⟨

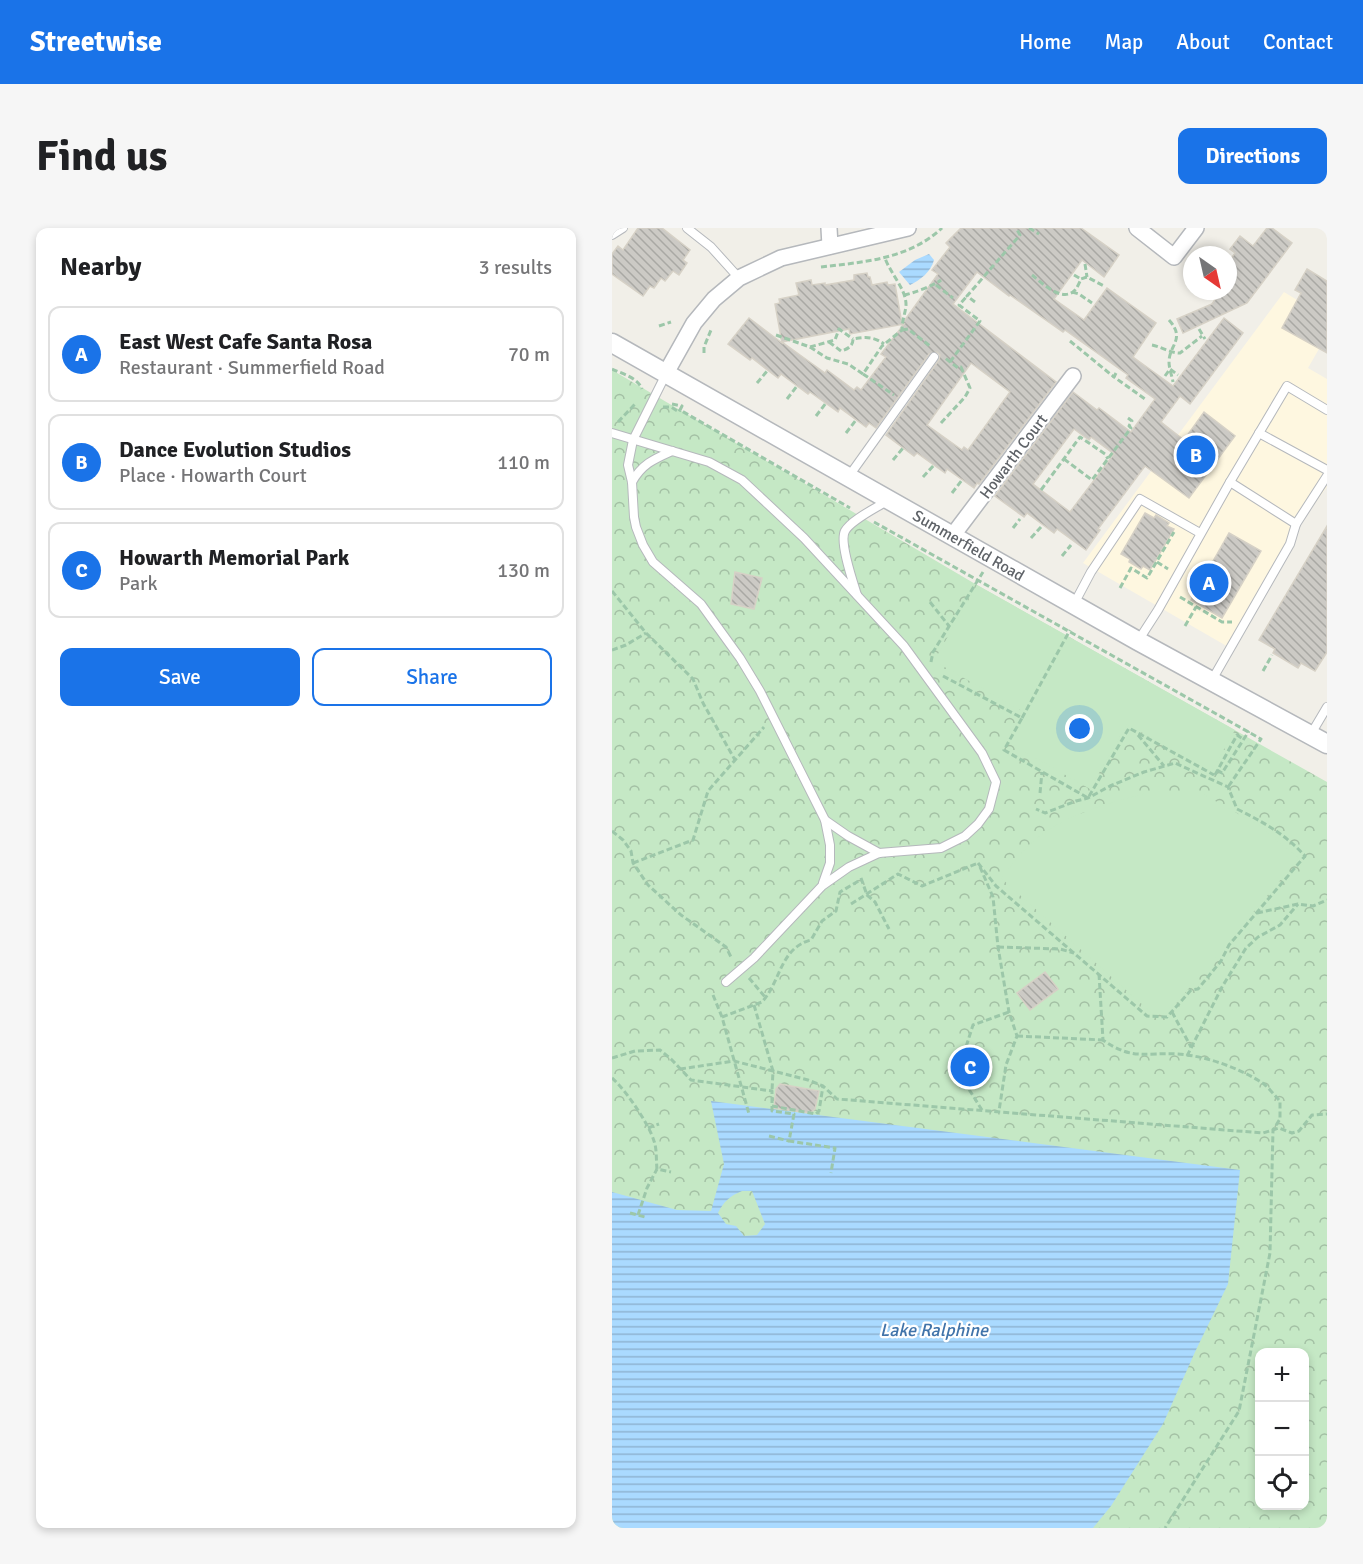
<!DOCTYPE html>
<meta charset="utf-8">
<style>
body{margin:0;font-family:Signika,sans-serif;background:#f6f6f6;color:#202124}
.controls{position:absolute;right:18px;bottom:18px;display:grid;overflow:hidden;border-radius:12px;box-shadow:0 3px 9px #0003}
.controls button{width:54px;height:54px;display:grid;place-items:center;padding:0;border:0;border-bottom:2px solid #e0e0e0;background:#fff;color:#202124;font:30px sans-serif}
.compass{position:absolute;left:571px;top:18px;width:54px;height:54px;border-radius:50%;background:#fff;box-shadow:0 3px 9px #0003;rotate:146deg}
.you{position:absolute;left:468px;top:501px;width:21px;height:21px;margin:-15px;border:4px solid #fff;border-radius:50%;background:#1a73e8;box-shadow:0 0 0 9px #1a73e833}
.badge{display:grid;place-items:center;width:39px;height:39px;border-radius:50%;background:#1a73e8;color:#fff;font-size:20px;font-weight:700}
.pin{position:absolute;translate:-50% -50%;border:3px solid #fff;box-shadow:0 2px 6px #0006}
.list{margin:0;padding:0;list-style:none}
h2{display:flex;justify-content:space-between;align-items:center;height:78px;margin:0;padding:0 24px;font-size:26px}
h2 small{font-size:20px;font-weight:400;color:#757577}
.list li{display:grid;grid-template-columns:39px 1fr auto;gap:18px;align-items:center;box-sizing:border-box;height:96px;margin:0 12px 12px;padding:0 12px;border:2px solid #e0e0e0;border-radius:12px}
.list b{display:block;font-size:22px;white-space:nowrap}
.list p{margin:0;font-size:20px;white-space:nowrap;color:#757577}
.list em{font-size:20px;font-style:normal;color:#757577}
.actions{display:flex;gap:12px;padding:18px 24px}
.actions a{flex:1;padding:14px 0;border:2px solid #1a73e8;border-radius:12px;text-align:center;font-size:21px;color:#1a73e8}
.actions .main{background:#1a73e8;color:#fff}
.icon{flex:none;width:33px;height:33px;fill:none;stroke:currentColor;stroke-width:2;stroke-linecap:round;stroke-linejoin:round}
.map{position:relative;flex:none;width:715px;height:1300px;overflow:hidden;border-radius:12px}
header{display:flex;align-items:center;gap:36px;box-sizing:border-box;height:84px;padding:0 30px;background:#1a73e8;color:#fff}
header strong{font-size:28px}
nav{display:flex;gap:33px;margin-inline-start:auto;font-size:21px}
.intro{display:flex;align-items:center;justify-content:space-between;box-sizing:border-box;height:144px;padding:0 36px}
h1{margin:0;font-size:42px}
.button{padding:15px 27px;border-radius:12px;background:#1a73e8;color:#fff;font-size:21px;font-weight:700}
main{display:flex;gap:36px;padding:0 36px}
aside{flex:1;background:#fff;border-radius:12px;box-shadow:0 3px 9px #0003}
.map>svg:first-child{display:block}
.commercial{fill:#fef7e0}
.park{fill:url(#park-crowns);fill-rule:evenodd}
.garden{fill:#c5e8c5}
.water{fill:url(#water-rules);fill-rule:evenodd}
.building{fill:url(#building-back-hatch);stroke:#d6d1c6;stroke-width:1.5;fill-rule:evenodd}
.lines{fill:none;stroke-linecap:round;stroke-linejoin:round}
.service-casing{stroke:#b5b8bc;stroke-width:10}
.minor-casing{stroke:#b5b8bc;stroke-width:18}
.tertiary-casing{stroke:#b5b8bc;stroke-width:21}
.path{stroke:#9cc7a9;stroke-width:3;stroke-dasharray:6 3;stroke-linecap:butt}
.service{stroke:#fff;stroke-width:8}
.minor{stroke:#fff;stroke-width:15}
.tertiary{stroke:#fff;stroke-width:18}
.labels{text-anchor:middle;stroke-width:4.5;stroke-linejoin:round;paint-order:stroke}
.street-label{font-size:16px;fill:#5f6368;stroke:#fff}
.water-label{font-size:18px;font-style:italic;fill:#4174aa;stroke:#fff}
</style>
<header>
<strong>Streetwise</strong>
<nav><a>Home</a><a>Map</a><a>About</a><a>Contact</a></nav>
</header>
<div class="intro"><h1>Find us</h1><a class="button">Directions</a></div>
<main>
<aside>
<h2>Nearby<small>3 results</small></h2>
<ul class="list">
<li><span class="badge">A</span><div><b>East West Cafe Santa Rosa</b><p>Restaurant · Summerfield Road</p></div><em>70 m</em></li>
<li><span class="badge">B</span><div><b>Dance Evolution Studios</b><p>Place · Howarth Court</p></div><em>110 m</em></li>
<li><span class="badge">C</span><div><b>Howarth Memorial Park</b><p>Park</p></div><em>130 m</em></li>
</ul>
<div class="actions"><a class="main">Save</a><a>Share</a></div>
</aside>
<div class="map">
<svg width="715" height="1300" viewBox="0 0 715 1300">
<defs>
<pattern id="park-crowns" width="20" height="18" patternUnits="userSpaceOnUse" patternTransform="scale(1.5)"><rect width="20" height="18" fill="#c5e8c5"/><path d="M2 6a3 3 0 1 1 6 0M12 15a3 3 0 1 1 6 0" fill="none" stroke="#a3c0a4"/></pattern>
<pattern id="water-rules" width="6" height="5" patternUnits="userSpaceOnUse" patternTransform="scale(1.5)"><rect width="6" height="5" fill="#aadaff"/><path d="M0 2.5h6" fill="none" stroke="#8eb4d2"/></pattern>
<pattern id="building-back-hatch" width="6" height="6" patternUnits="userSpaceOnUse" patternTransform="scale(1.5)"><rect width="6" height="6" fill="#cccac5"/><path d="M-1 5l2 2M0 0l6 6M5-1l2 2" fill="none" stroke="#a9a8a4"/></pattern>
</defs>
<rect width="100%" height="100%" fill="#f1efe8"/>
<polygon class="commercial" points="672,64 715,90 715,107 696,140 715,151 715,259 683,303 618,420 471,335"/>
<path class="park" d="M0 142 365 357 715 554V1300H0ZM648 1124H692V1278H648Z"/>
<g class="garden">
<polygon points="365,357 623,502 599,544 515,496 478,561 394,513 410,483 322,433"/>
<path d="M534 565H589L646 597 687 630 556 785 542 787 389 650C398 640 406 628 416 618 449 587 492 577 534 565Z"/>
</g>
<g class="water">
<path d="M317 26 322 32C319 44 308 52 298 57L287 44 303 32Z"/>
<path d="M99 873 628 942 616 1056 583 1124 551 1196 499 1278 481 1300H0V964L65 982 99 983 112 936ZM130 963H140L153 996 145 1007 132 1008 124 998 114 996 106 985C112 973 118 968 130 963Z"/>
</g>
<g class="building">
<polygon points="26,0 50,0 78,22 71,32 75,35 67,47 61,43 53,53 49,50 42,60 38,58 31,68 0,46 0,26 6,18 11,22"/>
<path d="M349 0H469L507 27 492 49 470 32 442 71 472 92 495 60 544 95 521 129 561 158 612 90 631 105 578 176 568 168 549 194 572 212 592 184 623 208 577 270 533 238 486 301 488 302 474 322 445 301 442 305 415 285 412 289 383 268 461 164 485 182 487 180 519 204 543 171 514 150 516 147 453 102 451 104 398 67 397 68 365 44 341 76 444 154 367 256 365 255 362 260 335 241 333 245 305 225 302 228 274 207 327 132 328 127 325 124 317 126 264 200 257 195 254 199 228 180 226 184 198 164 196 166 169 146 166 150 140 130 138 132 116 116 137 90 170 115 163 76 168 75 167 71 187 67 184 55 199 52 200 57 213 55V57L242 52V47L255 45 256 49H258L260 57 275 54 276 57 283 56 290 96 326 46 320 42 338 19 334 15ZM292 96 269 126 274 129 249 162 245 159 242 162 215 142 213 145 170 114 237 101 238 106ZM359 135 398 164 356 222 352 219 350 222 315 197ZM462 201 477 212 479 209 502 226 458 284 421 256Z"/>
<polygon points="655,0 660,0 680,15 635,75 571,105 565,91 600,76 609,63 616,63 616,35 623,25 618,21 628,8 641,18"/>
<polygon points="695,41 715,53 715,125 670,100 689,65 683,62"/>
<polygon points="533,285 542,290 544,287 557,295 555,298 562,301 538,342 531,338 529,341 517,334 518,331 509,326"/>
<polygon points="715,298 715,424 703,443 689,435 686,440 661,425 663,421 647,412"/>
<polygon points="617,305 649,323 610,390 579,372"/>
<polygon points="123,344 150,350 142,381 119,376"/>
<polygon points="433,744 446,761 418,782 405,765"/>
<polygon points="168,856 207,863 203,881 198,885 162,880 164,861"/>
</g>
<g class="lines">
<defs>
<g id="service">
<polyline points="75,0 99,19 127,50"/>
<polyline points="0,7 11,0"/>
<polyline points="54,146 21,212 16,237 20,254 22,289 24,299 31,317 41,334 89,376 128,430 148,463 213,592 218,617 218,635 211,655"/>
<polyline points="0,205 97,234 130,252 192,310 292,418 370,525 384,554 377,581 366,596 353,608 329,620 267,625 237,639 210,658 142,730 114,754"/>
<polyline points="647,205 715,242"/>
<polyline points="237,248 322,129"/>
<path d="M20 254C30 236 42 231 60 223"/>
<polyline points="618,254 675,158 715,182"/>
<path d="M245 367C241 354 227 314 233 303 239 292 264 280 275 273"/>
<polyline points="462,376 479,344 528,271 588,305"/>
<polyline points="526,413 546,382 618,254 684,296"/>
<polyline points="600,452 678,316 684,296 715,248"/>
<polyline points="699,506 715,479"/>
<polyline points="213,592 236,608 267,625"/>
</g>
<g id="minor">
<polyline points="217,0 218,18"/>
<polyline points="525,0 562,29 584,0"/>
<polyline points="54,145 82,95 102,71 127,50 169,30 296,0"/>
<polyline points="341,307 461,148"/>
</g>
<polyline id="tertiary" points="0,115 526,413 715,516"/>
</defs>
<use href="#service" class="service-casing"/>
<use href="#minor" class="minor-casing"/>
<use href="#tertiary" class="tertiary-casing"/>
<g class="path">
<polyline points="417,0 427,6"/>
<polyline points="473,36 475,49"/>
<path d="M209 39C252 34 297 31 330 0"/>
<path d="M420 47C430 55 448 73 461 64 465 61 467 55 469 51L475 49 492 58"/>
<polyline points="462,47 469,51"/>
<polyline points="324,57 341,70"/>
<polyline points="460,64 467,66 480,75"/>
<path d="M292 67C299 66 323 57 329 52"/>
<polyline points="363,74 355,68 408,7 404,0"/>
<path d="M557 92C574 111 557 117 557 134 557 140 560 148 561 154"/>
<polyline points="47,98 59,94"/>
<polyline points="587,101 593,111"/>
<polyline points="290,102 296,101 318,118"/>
<polyline points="164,107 198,119 223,112 227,101 241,111"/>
<polyline points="458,113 502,149"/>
<path d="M217 114 229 123C236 121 241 118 241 111 253 109 261 108 272 116"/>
<path d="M540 117C550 119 558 125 568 125L590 108"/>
<path d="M198 119 215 130 236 136 251 146 270 118 290 102C290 93 293 86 294 78 295 62 278 45 273 30"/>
<polyline points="92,125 92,119 99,102"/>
<polyline points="338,134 368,93 347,77 355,68"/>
<path d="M0 141C11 146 26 150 30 161"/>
<polyline points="504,145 502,149 533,171"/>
<polyline points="251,146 282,167"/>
<polyline points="553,148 558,141 566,147"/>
<polyline points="145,155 156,142"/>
<polyline points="175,171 185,158"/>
<polyline points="60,176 70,178 68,182 238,280"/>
<polyline points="51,179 59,179 67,184 68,182"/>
<polyline points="204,188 214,175"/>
<polyline points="6,194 24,175"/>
<polyline points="329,195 353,169 358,160 349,139 346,140 333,130"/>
<polyline points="234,205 244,192"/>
<polyline points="452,231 480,252 519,200 517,198 520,193 516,190"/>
<polyline points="281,232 291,220"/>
<polyline points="311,249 322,237"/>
<polyline points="429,262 468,209 493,226 496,231"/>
<polyline points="340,265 350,252"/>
<polyline points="262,294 649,511 616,559"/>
<polyline points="401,300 408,291"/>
<polyline points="419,310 429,299"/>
<polyline points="450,328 459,317"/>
<polyline points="545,334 556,341"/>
<polyline points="508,360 519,340 535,350 562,304"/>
<polyline points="0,363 34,405 81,451 91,475 123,532"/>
<polyline points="568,369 610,394 620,394"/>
<polyline points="318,374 337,398"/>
<polyline points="573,398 584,379"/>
<polyline points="0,422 14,417 34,405"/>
<polyline points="319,434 321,424 371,344"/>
<polyline points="651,443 660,427"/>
<polyline points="331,448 410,490 392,522 476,570 517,500 602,547"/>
<polyline points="410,490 458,402"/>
<polyline points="526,507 552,538"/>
<polyline points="605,542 610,545 637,503"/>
<polyline points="603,547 625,507 631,511"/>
<polyline points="428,565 430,544"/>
<polyline points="0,603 11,612 19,623 21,635 36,657 69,687 114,719 119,729"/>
<polyline points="21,635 81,612 96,563 152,499"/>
<path d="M366 635 384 658 535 788 555 789 579 762 586 761 609 733 617 717 693 628C673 606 651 594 625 581L616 559 563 535 532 544 498 558 476 570 464 573 433 585 424 581"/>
<polyline points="368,639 381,669 386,719 397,784 405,808 394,837 387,883"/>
<polyline points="249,650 255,667 263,674 277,701"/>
<polyline points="239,676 286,646 310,658 366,635"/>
<polyline points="645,685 686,676 701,678 715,672"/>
<polyline points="386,719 448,721 462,725"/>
<path d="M487 746 491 812C521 833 533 824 566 826 594 828 628 840 652 856 658 861 663 868 668 873V891L661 902 658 1025 627 1183 553 1300"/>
<polyline points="137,750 153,769"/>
<polyline points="101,767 110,789 137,886"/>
<polyline points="142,777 161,843 160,863"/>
<polyline points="560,784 579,819"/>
<path d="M110 789 150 774C169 753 168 720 199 712L210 693 224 683 228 664 250 651"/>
<polyline points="405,808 491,812"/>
<polyline points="575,828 610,759 634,720 646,709 668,697 686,676"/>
<polyline points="0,830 23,823 48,822 59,831 79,852 160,863 160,883 182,886 177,913 223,920 219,945"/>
<polyline points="68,841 122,833 196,852 211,858 225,871 651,905 667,900 680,905 687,903 700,887 715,886"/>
<path d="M0 850C13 861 37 896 42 913 45 921 44 932 45 941L59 944"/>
<polyline points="160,878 204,886 207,883 211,858"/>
<polyline points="370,882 346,844 361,797 397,784"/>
<polyline points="36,900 47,896"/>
<polyline points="157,908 177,913"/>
<polyline points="18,985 33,989"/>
<polyline points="26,987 35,960 45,941"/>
</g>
<use href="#service" class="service"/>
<use href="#minor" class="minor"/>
<use href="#tertiary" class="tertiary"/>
</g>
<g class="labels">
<g class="street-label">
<text transform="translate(401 228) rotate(-53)" y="6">Howarth Court</text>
<text transform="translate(357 317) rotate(30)" y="6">Summerfield Road</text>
</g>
<g class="water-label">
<text x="322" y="1108">Lake Ralphine</text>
</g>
</g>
</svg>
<div class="controls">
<button>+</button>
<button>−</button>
<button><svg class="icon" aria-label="locate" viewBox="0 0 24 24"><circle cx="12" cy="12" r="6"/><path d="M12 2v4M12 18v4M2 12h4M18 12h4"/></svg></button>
</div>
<svg class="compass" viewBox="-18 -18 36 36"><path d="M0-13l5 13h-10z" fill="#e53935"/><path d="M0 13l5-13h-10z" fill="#757577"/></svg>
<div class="you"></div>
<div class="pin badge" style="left:597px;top:355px">A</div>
<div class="pin badge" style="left:584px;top:227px">B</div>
<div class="pin badge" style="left:358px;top:839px">C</div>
</div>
</main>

⟩

◆ Activity
Whenever a line in the records contains the word "header", copy that line.

◆ Exercise result
header{display:flex;align-items:center;gap:36px;box-sizing:border-box;height:84px;padding:0 30px;background:#1a73e8;color:#fff}
header strong{font-size:28px}
<header>
</header>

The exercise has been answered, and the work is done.